If you’re like me you’ve probably been happily working on a web project in chrome or firefox; using console.log to debug and then tried the site out in IE and had it fail due to a javascript error. The error? console is undefined of course. Here is my simple and very limited solution to the problem. At the beginning of my site, before any other javascript is defined I have this little snippet:

var console = console || {
log : function(text){
/*
do nothing.. this prevents us from having errors
in ie when we accidentally leave console.log calls in the js code
on deployment:

if we want a cheap console in ie just add alert(text); to this outside the
comments
*/

}
}

Basically what this does is it checks to see if console is defined, if so it returns the already defined console object. If the console object isn’t defined, then it returns a new object that contains a method of log. The log method takes in a value and then does nothing with it. The comment block tells you how you can make it do a bit more. There are plenty of more feature rich solutions to this problem out there but, in general, this works for me. It’s lightweight and easy to use. I hope it saves you a few tiny headaches in the future.

Update, I had a small issue today where the aforementioned wasn’t working in IE8 - I’m not sure why. So here is an alternative:

var console = console || {
if(!console){
console = { log: function(text){alert('text'); } }
}

Comments

Bill

Thanks Michael. I have used some other similar libraries before but, oftentimes, I don’t need/want anything that heavy and this little snippet fills the bill perfectly.

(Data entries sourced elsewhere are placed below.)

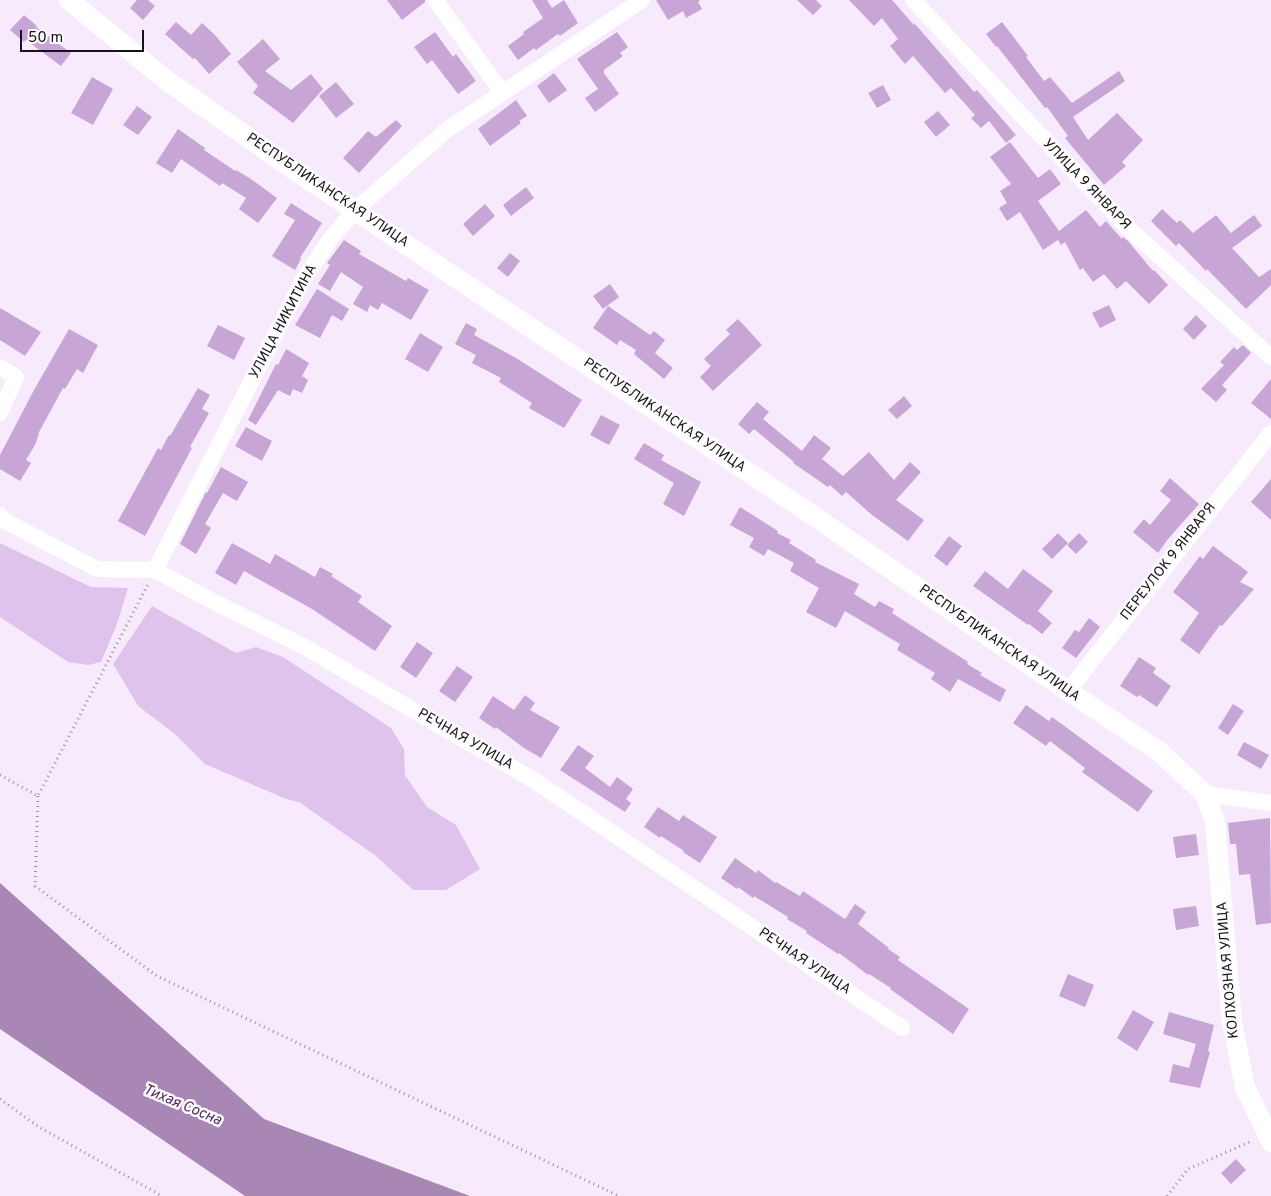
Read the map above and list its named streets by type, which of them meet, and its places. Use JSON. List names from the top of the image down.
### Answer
{
  "streets": {
    "street": [
      "УЛИЦА 9 ЯНВАРЯ",
      "РЕСПУБЛИКАНСКАЯ УЛИЦА",
      "УЛИЦА НИКИТИНА",
      "ПЕРЕУЛОК 9 ЯНВАРЯ",
      "РЕЧНАЯ УЛИЦА",
      "КОЛХОЗНАЯ УЛИЦА"
    ]
  },
  "crossings": [
    ["РЕСПУБЛИКАНСКАЯ УЛИЦА", "УЛИЦА НИКИТИНА"],
    ["РЕСПУБЛИКАНСКАЯ УЛИЦА", "ПЕРЕУЛОК 9 ЯНВАРЯ"],
    ["РЕСПУБЛИКАНСКАЯ УЛИЦА", "КОЛХОЗНАЯ УЛИЦА"],
    ["УЛИЦА НИКИТИНА", "РЕЧНАЯ УЛИЦА"]
  ],
  "water": ["Тихая Сосна"],
  "scale_bar": "50 m"
}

Typically I try to make sure there is no left over code buried in my JS that calls console.log, but, occassionally I miss it so having this tucked away in my production code prevents any silly mistakes from causing a JS error in production on IE.

Michael

Our intranet is primarily IE so I do must of my testing with it and also wanted to be able to log to the console. Then I discovered fauxconsole. Works great, although it does require linking to JS/CSS files but I limit the use of it to my development environment.

durbonix

Great post. I’ve definitely felt your pain.